A conversation with Carlo Ambrosio about his first love
World-renowned guitarist maestro Carlo Ambrosio made his maiden visit to Pakistan recently and entertained the audience here with solo performances of classical compositions. Hotel Avari had arranged Ambrosio’s solo-shows in collaboration with the Italian embassy in Islamabad.
The guitarist performed in Islamabad for a fundraising for a mobile library, while his shows in Lahore and Karachi were a gesture of love from Italy in collaboration with Avari family. The concerts were followed by separately held week-long Italian food festivals in Lahore and Karachi at Avari Hotels.
Dressed in white suit, 58-year-old Ambrosio played Spanish, Brazilian and Italian compositions of famous artistes in his almost one hour solo performances.
"I have visited India previously but that was in the late 1980s. And now I am here on a brief tour to Pakistan," says a casually-dressed Ambrosio, sitting in the hotel lobby, a couple of hours before his show in Lahore. "I know India and Pakistan were one country, later divided. I recognise many things. Apart from food and music, there a lot of cultural similarities."
Ambrosio had little knowledge of guitar being a big attraction for the youth in Pakistan. He guessed it in his first concert in Islamabad when many young people wanted to be photographed with him. "Aged 18-25, they came and took selfies and just by looking at their fingers I guessed they play guitar. But I could not ask them because time was short."
Ambrosio got started on guitar rather early. "My aunt Angela used to bring me presents -- classical music albums (LPs). When I was five-and-a-half, I was walking with my father down the street. I passed by a big music shop and saw a guitar among other music instruments including cello, flute etc. but somehow I was caught by the guitar," he says. "I don’t know why I did this but I remember it as a big mistake because it was keeping me up at night. I have guitar in my hand for the last 52 years."
He terms choosing a guitar a "mistake" because then he had nothing to do in life except it. "This thing is just like a girl you meet in primary school and you fall in love and get married and everything; and one day you recap and say okay but what about the rest of the world. This is only what I know, and that is a problem. When I started looking around I realised that I cannot play anything else. Once I thought may be the guitar is not so important so I started playing cello. I was 11 when I started playing cello and I was already doing concerts."

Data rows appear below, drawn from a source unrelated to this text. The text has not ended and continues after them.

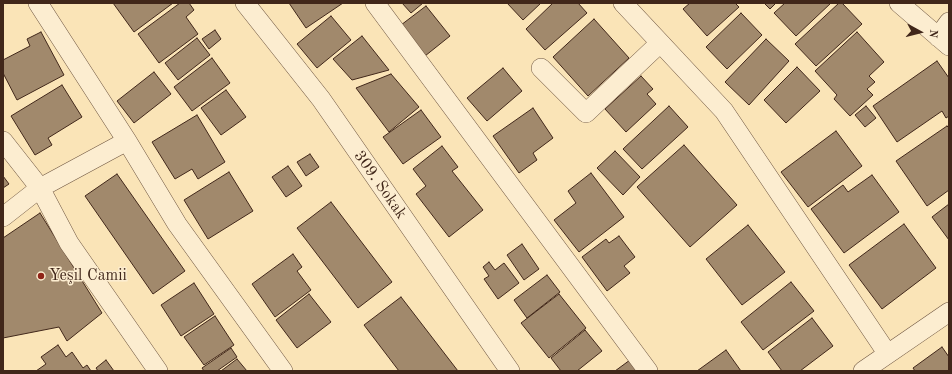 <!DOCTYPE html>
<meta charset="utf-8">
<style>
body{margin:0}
#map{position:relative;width:952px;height:374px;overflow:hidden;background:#fae4b7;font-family:"Old Standard TT",serif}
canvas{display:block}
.frame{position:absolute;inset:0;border:4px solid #41271a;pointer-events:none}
.north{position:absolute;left:900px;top:12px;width:40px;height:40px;-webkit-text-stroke:3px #fcedd0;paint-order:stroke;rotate:97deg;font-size:11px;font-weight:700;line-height:16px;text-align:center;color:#41271a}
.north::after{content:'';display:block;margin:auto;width:14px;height:18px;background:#41271a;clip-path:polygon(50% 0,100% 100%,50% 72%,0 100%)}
</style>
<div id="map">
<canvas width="952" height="374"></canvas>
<div class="frame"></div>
<div class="north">N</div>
</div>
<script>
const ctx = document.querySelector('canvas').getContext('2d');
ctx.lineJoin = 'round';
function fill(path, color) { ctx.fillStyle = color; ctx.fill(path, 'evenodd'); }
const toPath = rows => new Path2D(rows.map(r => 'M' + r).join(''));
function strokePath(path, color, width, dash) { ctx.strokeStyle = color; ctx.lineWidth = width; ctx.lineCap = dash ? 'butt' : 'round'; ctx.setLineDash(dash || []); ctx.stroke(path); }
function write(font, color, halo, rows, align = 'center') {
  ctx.font = font + ' "Old Standard TT",serif'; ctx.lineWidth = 3; ctx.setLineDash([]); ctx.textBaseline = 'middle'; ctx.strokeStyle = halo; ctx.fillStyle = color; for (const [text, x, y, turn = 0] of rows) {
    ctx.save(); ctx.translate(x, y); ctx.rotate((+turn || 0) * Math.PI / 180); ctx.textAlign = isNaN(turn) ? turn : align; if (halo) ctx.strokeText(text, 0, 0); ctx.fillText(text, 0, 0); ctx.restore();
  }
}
const building = toPath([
 [113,3,173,3,134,32,113,3],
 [180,3,189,3,194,10,186,17,198,34,159,63,138,34,180,3],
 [289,3,343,3,306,28,289,3],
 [402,3,423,3,411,13,402,3],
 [507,3,541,3,523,20,507,3],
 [553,3,578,3,587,13,545,50,526,29,553,3],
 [690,3,735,3,739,7,707,36,683,9,690,3],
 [764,3,776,3,770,9,764,3],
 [785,3,831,3,796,36,774,13,785,3],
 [839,3,842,3,862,24,816,66,795,44,839,3],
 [426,6,450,36,425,56,401,25,426,6],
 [741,13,762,35,727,69,706,47,741,13],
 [331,16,351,40,317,68,297,44,331,16],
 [594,19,629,58,588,96,553,57,594,19],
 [215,30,221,39,209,49,202,39,215,30],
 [41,32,64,75,17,100,3,73,3,60,30,46,27,39,41,32],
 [857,32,884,62,869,76,875,82,867,89,873,95,850,116,834,99,837,95,815,71,857,32],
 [362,36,389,70,352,80,333,59,362,36],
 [197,38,210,55,178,80,165,63,197,38],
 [766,39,789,61,749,105,725,82,766,39],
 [212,58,230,83,192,111,174,87,212,58],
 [937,61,949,78,949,116,946,118,942,111,897,142,873,106,937,61],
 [797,67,820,91,786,123,764,100,797,67],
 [503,68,522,91,487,121,467,98,503,68],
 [154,72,171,94,134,123,117,101,154,72],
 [391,74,419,107,389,132,356,88,391,74],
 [641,76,653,89,647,94,656,104,626,132,605,109,641,76],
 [62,85,82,117,48,138,52,145,35,155,11,116,62,85],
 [226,90,246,117,221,135,201,108,226,90],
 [669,106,688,127,642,169,623,149,669,106],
 [866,106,876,118,865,127,855,115,866,106],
 [533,108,553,138,533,153,537,160,519,173,493,136,533,108],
 [421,110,441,137,403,164,383,137,421,110],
 [197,115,225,162,198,179,192,169,175,179,152,142,197,115],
 [947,126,949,128,949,190,927,206,896,161,947,126],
 [836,131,862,166,808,207,781,172,836,131],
 [684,145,737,205,690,247,637,187,684,145],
 [442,146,458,167,452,171,483,210,449,237,416,194,426,186,413,169,442,146],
 [615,151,640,177,623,195,597,168,615,151],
 [310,154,319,167,306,176,297,162,310,154],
 [288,166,302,186,286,197,272,177,288,166],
 [229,172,253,211,208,239,184,200,229,172],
 [591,173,624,217,579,252,554,220,576,203,568,191,591,173],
 [117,174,185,271,153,294,85,196,117,174],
 [872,175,899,212,844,253,811,209,843,185,848,192,872,175],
 [3,176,9,184,3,188,3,176],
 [331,202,392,282,358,308,297,228,331,202],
 [949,204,949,240,932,217,949,204],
 [40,213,102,313,67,341,59,327,3,338,3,238,40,213],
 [904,224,936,268,882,309,849,265,904,224],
 [748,225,785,272,742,305,706,259,748,225],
 [619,236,635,257,624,266,630,273,607,291,582,257,606,239,609,243,619,236],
 [522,244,539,269,524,280,507,255,522,244],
 [293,254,302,267,297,271,311,290,275,317,252,284,293,254],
 [489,262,495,270,504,263,519,283,498,299,484,279,489,276,483,267,489,262],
 [547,275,560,292,527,318,514,300,547,275],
 [791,282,814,311,763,350,741,322,791,282],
 [194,283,214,314,181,336,161,305,194,283],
 [309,294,331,322,297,348,276,320,309,294],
 [559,294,586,328,549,358,521,323,559,294],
 [401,297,458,371,399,371,364,325,401,297],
 [215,316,234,345,204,365,184,337,215,316],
 [812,318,833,346,800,371,782,371,768,352,812,318],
 [585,330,602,351,577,371,561,371,551,358,585,330],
 [58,345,66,357,72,352,83,368,87,365,91,371,36,371,46,364,41,357,58,345],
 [942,347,949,357,949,371,915,371,913,368,942,347],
 [231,348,237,357,217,371,204,371,202,368,231,348],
 [726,350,741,371,697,371,726,350],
 [237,359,247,371,221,371,237,359],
 [106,360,114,371,98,371,96,368,106,360],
 [630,360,638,371,615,371,630,360]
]);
const minor = toPath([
 [38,3,127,141,177,224,283,371],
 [245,3,321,99,510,371],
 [375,3,648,371],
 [623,3,724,111,887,353],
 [899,3,949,46],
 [938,37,949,22],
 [541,68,586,113,660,43],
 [3,141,40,188,69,243,158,371],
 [3,217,40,188,127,141],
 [863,371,949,312]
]);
const markers = [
 [41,276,4,"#8f2418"]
];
const streetNames = [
 ["309. Sokak",380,185,55]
];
const poiNames = [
 ["Yeşil Camii",49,276]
];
fill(building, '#a1896c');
strokePath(building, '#41271a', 1);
strokePath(minor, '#6f5641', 20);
strokePath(minor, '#fcedd0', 19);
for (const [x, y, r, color] of markers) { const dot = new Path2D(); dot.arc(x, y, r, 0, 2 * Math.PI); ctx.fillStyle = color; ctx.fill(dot); strokePath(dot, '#fcedd0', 1.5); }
write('16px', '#41271a', '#fcedd0', streetNames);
write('16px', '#41271a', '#fcedd0', poiNames, 'left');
</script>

His message to all youngsters is that anything they want to do and do it to the maximum level possible, they should start at a very early age because they have to build their brain. "It is just like learning a language which is hard to learn at a later age but much easier in early years."
Born in Rome in 1958, at the age of 10 and after five years of self-teaching, Carlo Ambrosio moved to London to continue his guitar studies and to follow Composition and Orchestra Conducting classes at the Royal College of Music. Starting from 1972, he began his studies of the unique Renaissance Lute. In 1977, he started teaching guitar at the Montclair State College New Jersey (United States of America).
He has been teaching at the Mimar Sinan University of Istanbul, at the Jyväskylä University (Finland) and at the Sibelius Akademie in Helsinki for many years. The guitarist, also a composer, has toured the world intensively, since 1970, giving over more than 2500 concerts.
He is a winner of international competitions and has delivered lectures in a number of universities. In 1989, after a plane accident in Spain, Ambrosio had a gap of almost 15 years in his concert-career. He also started writing film music for Primrose Music London in his recording studio and devoted himself to music production. In 2003, he started touring again as both guitar and lute soloist.
Ambrosio gives a long pause when asked what is guitar to him today after 52 years. "After 52 years [long pause]. Well if you ask me what is your wife to you after 52 years. I would say it is "incest". At this point it is incest," he says smilingly.
Ambrosio’s passion with guitar grew with age. Comparing guitar with some other great instruments, he says, "Some instruments have volume; some can sing; and some others are polyphonic. Indeed, string instruments have vibrato; they can vibrate and sing very much. Guitar can vibrate and sing very well but it has not harmony like piano. You cannot play many notes together with guitar. Guitar lacks harmony, while piano is fantastic for this but it does not vibrate," he says. "Violin can sing, piano can make notes, while guitar can do both. Guitar can make you happy, laugh or cry like any instrument. It depends on what you play."
He says unlike piano and violin, guitar has got many things less but there is something which belongs to guitar and not to piano, for instance, guitar has been "an instrument of rock".
About the popularity of guitar among the youth, he says, "It is a dream for them because it has been seen in hands of heroes. All these guitarists made the image that the guitar has a power," he says, adding, "Also, guitar is easy to carry and play." Then also, "vibration is an important form of music; it excites emotions indeed and that is why youth like it too."
In Pakistan, Ambrosio has also briefly performed with tabla and tanpura with some local artistes to create fusion. However, he thinks most such experiences are for fun. "I had been asked to try with some local musicians and play with Indian Pakistani rhythm but actually you must compose something expressively for that combination."